§ Directions
Your output should be every line below, copied exactly.

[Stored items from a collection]
:::::

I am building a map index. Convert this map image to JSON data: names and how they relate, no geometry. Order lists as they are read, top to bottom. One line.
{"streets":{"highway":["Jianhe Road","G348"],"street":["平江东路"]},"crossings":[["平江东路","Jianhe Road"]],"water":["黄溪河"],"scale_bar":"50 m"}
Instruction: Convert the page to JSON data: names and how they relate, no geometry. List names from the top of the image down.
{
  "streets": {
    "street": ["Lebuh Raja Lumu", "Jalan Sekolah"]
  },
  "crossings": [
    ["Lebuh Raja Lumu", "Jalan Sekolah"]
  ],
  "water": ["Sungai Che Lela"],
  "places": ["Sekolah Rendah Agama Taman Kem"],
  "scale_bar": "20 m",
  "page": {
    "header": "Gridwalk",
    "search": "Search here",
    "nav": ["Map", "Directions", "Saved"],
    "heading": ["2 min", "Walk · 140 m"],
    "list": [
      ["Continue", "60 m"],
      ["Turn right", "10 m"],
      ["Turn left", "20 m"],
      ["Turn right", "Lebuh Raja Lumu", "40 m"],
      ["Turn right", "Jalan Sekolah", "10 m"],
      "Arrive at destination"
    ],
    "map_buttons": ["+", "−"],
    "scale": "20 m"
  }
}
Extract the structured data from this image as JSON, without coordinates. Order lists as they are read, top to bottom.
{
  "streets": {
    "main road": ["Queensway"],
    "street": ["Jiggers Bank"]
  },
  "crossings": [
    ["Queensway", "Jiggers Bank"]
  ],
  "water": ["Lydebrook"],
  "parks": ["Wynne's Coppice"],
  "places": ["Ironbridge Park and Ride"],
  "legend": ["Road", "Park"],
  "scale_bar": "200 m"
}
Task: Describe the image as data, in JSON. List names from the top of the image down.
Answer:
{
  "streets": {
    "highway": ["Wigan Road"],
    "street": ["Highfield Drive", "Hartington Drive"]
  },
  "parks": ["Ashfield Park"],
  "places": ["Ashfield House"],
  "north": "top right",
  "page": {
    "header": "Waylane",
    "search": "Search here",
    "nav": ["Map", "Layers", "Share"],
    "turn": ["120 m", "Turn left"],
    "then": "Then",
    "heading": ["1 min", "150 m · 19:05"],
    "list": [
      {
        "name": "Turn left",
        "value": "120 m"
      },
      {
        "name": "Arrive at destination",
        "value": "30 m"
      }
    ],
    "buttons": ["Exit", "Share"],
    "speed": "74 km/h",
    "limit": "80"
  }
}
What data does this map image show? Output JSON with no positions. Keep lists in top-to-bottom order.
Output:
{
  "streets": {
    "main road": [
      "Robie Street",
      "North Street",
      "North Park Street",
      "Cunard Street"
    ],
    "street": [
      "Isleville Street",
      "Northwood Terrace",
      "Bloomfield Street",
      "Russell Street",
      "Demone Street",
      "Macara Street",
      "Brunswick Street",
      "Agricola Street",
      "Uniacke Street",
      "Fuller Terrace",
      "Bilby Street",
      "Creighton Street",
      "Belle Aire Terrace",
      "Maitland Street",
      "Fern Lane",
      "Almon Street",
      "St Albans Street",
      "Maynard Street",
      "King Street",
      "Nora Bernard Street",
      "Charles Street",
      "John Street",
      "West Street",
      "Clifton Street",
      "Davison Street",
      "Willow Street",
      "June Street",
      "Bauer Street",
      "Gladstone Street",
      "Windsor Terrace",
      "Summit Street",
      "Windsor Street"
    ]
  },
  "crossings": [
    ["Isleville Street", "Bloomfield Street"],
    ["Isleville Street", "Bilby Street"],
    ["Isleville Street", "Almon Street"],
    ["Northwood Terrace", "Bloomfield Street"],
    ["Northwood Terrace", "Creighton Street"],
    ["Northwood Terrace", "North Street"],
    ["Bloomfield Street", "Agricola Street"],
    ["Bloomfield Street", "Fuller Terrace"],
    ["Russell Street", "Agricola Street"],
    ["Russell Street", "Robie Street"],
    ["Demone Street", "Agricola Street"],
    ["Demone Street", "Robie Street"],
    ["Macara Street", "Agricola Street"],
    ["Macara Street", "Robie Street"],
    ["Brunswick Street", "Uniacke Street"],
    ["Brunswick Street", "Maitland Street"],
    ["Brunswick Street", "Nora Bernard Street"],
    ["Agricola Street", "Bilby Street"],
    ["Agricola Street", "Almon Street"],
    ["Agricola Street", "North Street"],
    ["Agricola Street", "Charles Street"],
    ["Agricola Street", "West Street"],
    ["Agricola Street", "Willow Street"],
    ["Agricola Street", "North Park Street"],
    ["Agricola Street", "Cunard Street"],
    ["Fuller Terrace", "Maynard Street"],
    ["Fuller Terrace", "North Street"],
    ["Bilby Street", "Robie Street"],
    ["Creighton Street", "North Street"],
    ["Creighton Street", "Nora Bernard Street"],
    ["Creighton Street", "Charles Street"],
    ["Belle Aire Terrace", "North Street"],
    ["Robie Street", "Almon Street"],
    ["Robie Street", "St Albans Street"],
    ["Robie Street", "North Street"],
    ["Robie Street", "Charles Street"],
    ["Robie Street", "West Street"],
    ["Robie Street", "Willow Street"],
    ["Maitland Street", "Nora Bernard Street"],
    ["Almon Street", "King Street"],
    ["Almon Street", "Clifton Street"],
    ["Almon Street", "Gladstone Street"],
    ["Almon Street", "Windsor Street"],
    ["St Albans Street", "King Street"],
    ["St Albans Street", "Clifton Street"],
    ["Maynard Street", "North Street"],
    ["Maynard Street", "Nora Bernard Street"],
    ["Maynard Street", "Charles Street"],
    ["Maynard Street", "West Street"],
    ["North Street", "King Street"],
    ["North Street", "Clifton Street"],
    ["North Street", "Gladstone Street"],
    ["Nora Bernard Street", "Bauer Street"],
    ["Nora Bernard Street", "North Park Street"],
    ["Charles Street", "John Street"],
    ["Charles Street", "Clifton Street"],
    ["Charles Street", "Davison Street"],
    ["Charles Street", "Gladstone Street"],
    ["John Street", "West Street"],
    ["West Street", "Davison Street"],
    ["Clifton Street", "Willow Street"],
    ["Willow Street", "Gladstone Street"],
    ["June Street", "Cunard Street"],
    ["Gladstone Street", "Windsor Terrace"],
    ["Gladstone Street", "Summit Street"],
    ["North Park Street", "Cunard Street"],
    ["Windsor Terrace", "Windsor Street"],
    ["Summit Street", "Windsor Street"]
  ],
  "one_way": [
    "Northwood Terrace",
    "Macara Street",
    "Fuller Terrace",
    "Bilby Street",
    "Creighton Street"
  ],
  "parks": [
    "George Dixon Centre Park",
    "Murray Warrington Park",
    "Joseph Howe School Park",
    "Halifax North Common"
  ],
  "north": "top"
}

:::::

§ Task answer
I am building a map index. Convert this map image to JSON data: names and how they relate, no geometry. Order lists as they are read, top to bottom. One line.
{"streets":{"highway":["Jianhe Road","G348"],"street":["平江东路"]},"crossings":[["平江东路","Jianhe Road"]],"water":["黄溪河"],"scale_bar":"50 m"}
Instruction: Convert the page to JSON data: names and how they relate, no geometry. List names from the top of the image down.
{
  "streets": {
    "street": ["Lebuh Raja Lumu", "Jalan Sekolah"]
  },
  "crossings": [
    ["Lebuh Raja Lumu", "Jalan Sekolah"]
  ],
  "water": ["Sungai Che Lela"],
  "places": ["Sekolah Rendah Agama Taman Kem"],
  "scale_bar": "20 m",
  "page": {
    "header": "Gridwalk",
    "search": "Search here",
    "nav": ["Map", "Directions", "Saved"],
    "heading": ["2 min", "Walk · 140 m"],
    "list": [
      ["Continue", "60 m"],
      ["Turn right", "10 m"],
      ["Turn left", "20 m"],
      ["Turn right", "Lebuh Raja Lumu", "40 m"],
      ["Turn right", "Jalan Sekolah", "10 m"],
      "Arrive at destination"
    ],
    "map_buttons": ["+", "−"],
    "scale": "20 m"
  }
}
Extract the structured data from this image as JSON, without coordinates. Order lists as they are read, top to bottom.
{
  "streets": {
    "main road": ["Queensway"],
    "street": ["Jiggers Bank"]
  },
  "crossings": [
    ["Queensway", "Jiggers Bank"]
  ],
  "water": ["Lydebrook"],
  "parks": ["Wynne's Coppice"],
  "places": ["Ironbridge Park and Ride"],
  "legend": ["Road", "Park"],
  "scale_bar": "200 m"
}
Task: Describe the image as data, in JSON. List names from the top of the image down.
Answer:
{
  "streets": {
    "highway": ["Wigan Road"],
    "street": ["Highfield Drive", "Hartington Drive"]
  },
  "parks": ["Ashfield Park"],
  "places": ["Ashfield House"],
  "north": "top right",
  "page": {
    "header": "Waylane",
    "search": "Search here",
    "nav": ["Map", "Layers", "Share"],
    "turn": ["120 m", "Turn left"],
    "then": "Then",
    "heading": ["1 min", "150 m · 19:05"],
    "list": [
      {
        "name": "Turn left",
        "value": "120 m"
      },
      {
        "name": "Arrive at destination",
        "value": "30 m"
      }
    ],
    "buttons": ["Exit", "Share"],
    "speed": "74 km/h",
    "limit": "80"
  }
}
What data does this map image show? Output JSON with no positions. Keep lists in top-to-bottom order.
Output:
{
  "streets": {
    "main road": [
      "Robie Street",
      "North Street",
      "North Park Street",
      "Cunard Street"
    ],
    "street": [
      "Isleville Street",
      "Northwood Terrace",
      "Bloomfield Street",
      "Russell Street",
      "Demone Street",
      "Macara Street",
      "Brunswick Street",
      "Agricola Street",
      "Uniacke Street",
      "Fuller Terrace",
      "Bilby Street",
      "Creighton Street",
      "Belle Aire Terrace",
      "Maitland Street",
      "Fern Lane",
      "Almon Street",
      "St Albans Street",
      "Maynard Street",
      "King Street",
      "Nora Bernard Street",
      "Charles Street",
      "John Street",
      "West Street",
      "Clifton Street",
      "Davison Street",
      "Willow Street",
      "June Street",
      "Bauer Street",
      "Gladstone Street",
      "Windsor Terrace",
      "Summit Street",
      "Windsor Street"
    ]
  },
  "crossings": [
    ["Isleville Street", "Bloomfield Street"],
    ["Isleville Street", "Bilby Street"],
    ["Isleville Street", "Almon Street"],
    ["Northwood Terrace", "Bloomfield Street"],
    ["Northwood Terrace", "Creighton Street"],
    ["Northwood Terrace", "North Street"],
    ["Bloomfield Street", "Agricola Street"],
    ["Bloomfield Street", "Fuller Terrace"],
    ["Russell Street", "Agricola Street"],
    ["Russell Street", "Robie Street"],
    ["Demone Street", "Agricola Street"],
    ["Demone Street", "Robie Street"],
    ["Macara Street", "Agricola Street"],
    ["Macara Street", "Robie Street"],
    ["Brunswick Street", "Uniacke Street"],
    ["Brunswick Street", "Maitland Street"],
    ["Brunswick Street", "Nora Bernard Street"],
    ["Agricola Street", "Bilby Street"],
    ["Agricola Street", "Almon Street"],
    ["Agricola Street", "North Street"],
    ["Agricola Street", "Charles Street"],
    ["Agricola Street", "West Street"],
    ["Agricola Street", "Willow Street"],
    ["Agricola Street", "North Park Street"],
    ["Agricola Street", "Cunard Street"],
    ["Fuller Terrace", "Maynard Street"],
    ["Fuller Terrace", "North Street"],
    ["Bilby Street", "Robie Street"],
    ["Creighton Street", "North Street"],
    ["Creighton Street", "Nora Bernard Street"],
    ["Creighton Street", "Charles Street"],
    ["Belle Aire Terrace", "North Street"],
    ["Robie Street", "Almon Street"],
    ["Robie Street", "St Albans Street"],
    ["Robie Street", "North Street"],
    ["Robie Street", "Charles Street"],
    ["Robie Street", "West Street"],
    ["Robie Street", "Willow Street"],
    ["Maitland Street", "Nora Bernard Street"],
    ["Almon Street", "King Street"],
    ["Almon Street", "Clifton Street"],
    ["Almon Street", "Gladstone Street"],
    ["Almon Street", "Windsor Street"],
    ["St Albans Street", "King Street"],
    ["St Albans Street", "Clifton Street"],
    ["Maynard Street", "North Street"],
    ["Maynard Street", "Nora Bernard Street"],
    ["Maynard Street", "Charles Street"],
    ["Maynard Street", "West Street"],
    ["North Street", "King Street"],
    ["North Street", "Clifton Street"],
    ["North Street", "Gladstone Street"],
    ["Nora Bernard Street", "Bauer Street"],
    ["Nora Bernard Street", "North Park Street"],
    ["Charles Street", "John Street"],
    ["Charles Street", "Clifton Street"],
    ["Charles Street", "Davison Street"],
    ["Charles Street", "Gladstone Street"],
    ["John Street", "West Street"],
    ["West Street", "Davison Street"],
    ["Clifton Street", "Willow Street"],
    ["Willow Street", "Gladstone Street"],
    ["June Street", "Cunard Street"],
    ["Gladstone Street", "Windsor Terrace"],
    ["Gladstone Street", "Summit Street"],
    ["North Park Street", "Cunard Street"],
    ["Windsor Terrace", "Windsor Street"],
    ["Summit Street", "Windsor Street"]
  ],
  "one_way": [
    "Northwood Terrace",
    "Macara Street",
    "Fuller Terrace",
    "Bilby Street",
    "Creighton Street"
  ],
  "parks": [
    "George Dixon Centre Park",
    "Murray Warrington Park",
    "Joseph Howe School Park",
    "Halifax North Common"
  ],
  "north": "top"
}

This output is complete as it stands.